Task>
Would you copy every record exactly as it stands and drop the pictures?

======== Records shown

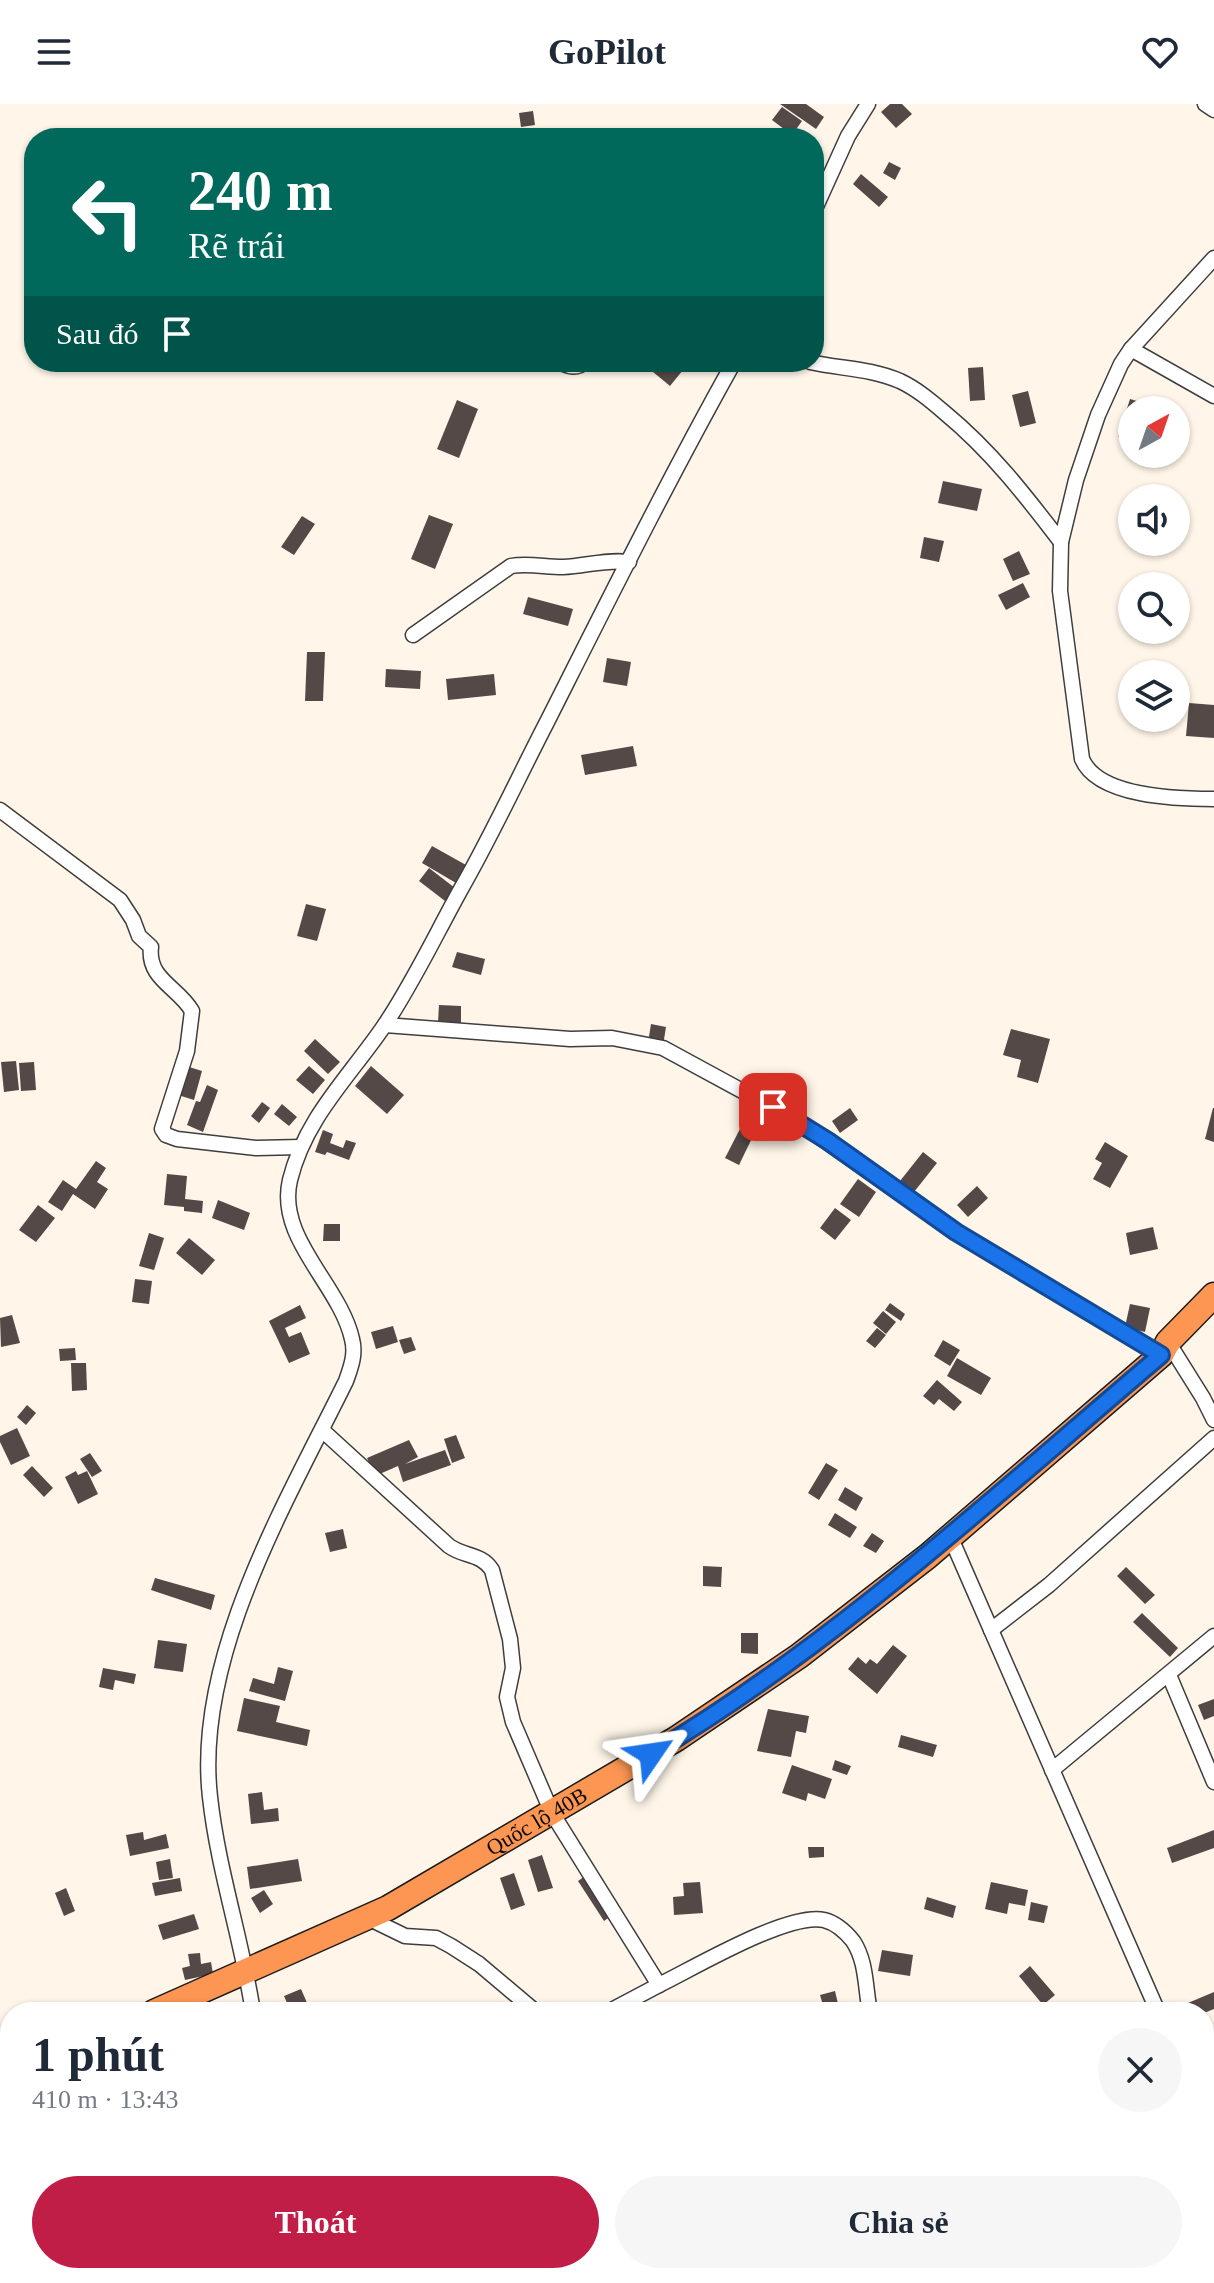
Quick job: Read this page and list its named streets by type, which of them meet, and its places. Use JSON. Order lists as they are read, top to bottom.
{
  "streets": {
    "highway": ["Quốc lộ 40B"]
  },
  "north": "top right",
  "page": {
    "header": "GoPilot",
    "turn": ["240 m", "Rẽ trái"],
    "then": "Sau đó",
    "heading": ["1 phút", "410 m · 13:43"],
    "buttons": ["Thoát", "Chia sẻ"]
  }
}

================

Response box>
Quick job: Read this page and list its named streets by type, which of them meet, and its places. Use JSON. Order lists as they are read, top to bottom.
{
  "streets": {
    "highway": ["Quốc lộ 40B"]
  },
  "north": "top right",
  "page": {
    "header": "GoPilot",
    "turn": ["240 m", "Rẽ trái"],
    "then": "Sau đó",
    "heading": ["1 phút", "410 m · 13:43"],
    "buttons": ["Thoát", "Chia sẻ"]
  }
}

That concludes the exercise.